A real treasure May 22, 2007
Few people are fortunate enough to be familiar with Bryce Courtenay outside of "The Power of One," about struggles in apartheid South Africa. This book is a gripping tale about life in the Australian outback. It will make you want to see this part of the land down under for yourself if you have not, and bring back vivid memories of your visit, if you have.
Hooked Again Feb 12, 2006
As usual Bryce Courtenay wrote a book about something I didn't think I'd be interested in and by the end I was blubbering like a baby. He's a powerful writer, he's my favorite author, and he doesn't disappoint with Jessica!
Jessica made me want to kill myself Jul 5, 2005
Jessica travelled through her short, yet tragic life with these massive black clouds trailing over her head, yet she always managed to keep her perky faith in people, no matter how evilly they treated her. The evil (NOT step!!) mother, the pretty sister that envied her, her doting father. Good old Jessica, no matter what happened she always came back smiling. Saving the drunken lawyer, she even cured the insane. And the finale, killed by a poisonous, vengeful viper. A fitting end to the saga of Jessica's life.
A Sweeping Australian Saga Aug 12, 2004
I absolutely loved this book from Bryce Courtenay. I love all his work but this one is perhaps my favourite. I actually had received my copy of Jessica from a friend living in Australia a few years ago but never had the chance to read it until recently when I heard from several other friends from Australia that a mini-series was aired on television there based on this novel. They raved about it and I decided to take some time and finally read it. I couldn't put it down once I started reading and I sailed through nearly 700 pages in 3 days!
Bryce weaves an amazing tale about the coming of age struggles of a young woman in the wild sheep country of Australia circa 1915. He takes us on a wonderful journey following Jessica from her young "tomboy" stage when she accompanies her father to the sheep shearing station and she is befriended by the son of the rich station owner, through her blossoming as a strong willed woman. Jessica battles her own family and their secret agenda and helps others she meets along the way to find respect and justice in an unforgiving time and place.
I especially love how Bryce brings out so many social issues in his work while holding the readers interest with his colourful characters. Jessica is even more amazing when you find out that it is based on a true story.
I would love to see the mini-series based on this book but unfortunately none of Bryce's books are published in America and I doubt this mini-series will be aired here. That is so disappointing because Jessica as well as other books by Bryce Courtenay have so much to say to readers and Americans are missing out on some wonderful literature.

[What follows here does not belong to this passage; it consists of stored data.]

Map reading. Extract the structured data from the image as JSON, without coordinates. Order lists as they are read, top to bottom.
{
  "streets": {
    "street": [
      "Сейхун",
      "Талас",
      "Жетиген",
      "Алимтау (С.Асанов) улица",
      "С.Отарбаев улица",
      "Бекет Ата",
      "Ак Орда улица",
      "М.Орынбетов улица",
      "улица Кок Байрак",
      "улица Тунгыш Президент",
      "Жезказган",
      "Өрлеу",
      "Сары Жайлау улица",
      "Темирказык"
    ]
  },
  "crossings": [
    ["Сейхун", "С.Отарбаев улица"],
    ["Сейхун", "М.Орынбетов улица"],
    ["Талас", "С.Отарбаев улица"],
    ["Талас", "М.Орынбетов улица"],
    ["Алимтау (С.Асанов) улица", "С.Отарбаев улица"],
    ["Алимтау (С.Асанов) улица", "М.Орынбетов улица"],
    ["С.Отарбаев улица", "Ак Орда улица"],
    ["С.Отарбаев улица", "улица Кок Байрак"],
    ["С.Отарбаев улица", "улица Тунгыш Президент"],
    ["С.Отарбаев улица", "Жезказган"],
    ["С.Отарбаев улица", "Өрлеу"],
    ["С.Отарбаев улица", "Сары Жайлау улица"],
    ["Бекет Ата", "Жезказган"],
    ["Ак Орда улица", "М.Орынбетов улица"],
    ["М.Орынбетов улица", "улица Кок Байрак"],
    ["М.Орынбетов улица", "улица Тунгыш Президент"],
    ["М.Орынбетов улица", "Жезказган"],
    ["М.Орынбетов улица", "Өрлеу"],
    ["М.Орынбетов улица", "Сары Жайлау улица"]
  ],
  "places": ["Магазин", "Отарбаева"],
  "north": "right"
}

thought-provoking read Jul 9, 2004
I think this book has to be one of the best written books I have seen. It deals with many issues, including gender, race and class differences. Even though it is set in the past (before and during World War One), it has a huge relevance to life today. I cried so much throughout this book...even as a teenager I couldnt imagine the pain of what jessica went through. The fact that it is based on a true story makes it even more compelling. Also, having lived for a while in australia, I related to the setting and the characters. I would recommend this book to anyone, even the emotional because I believe anyone could get something out of it.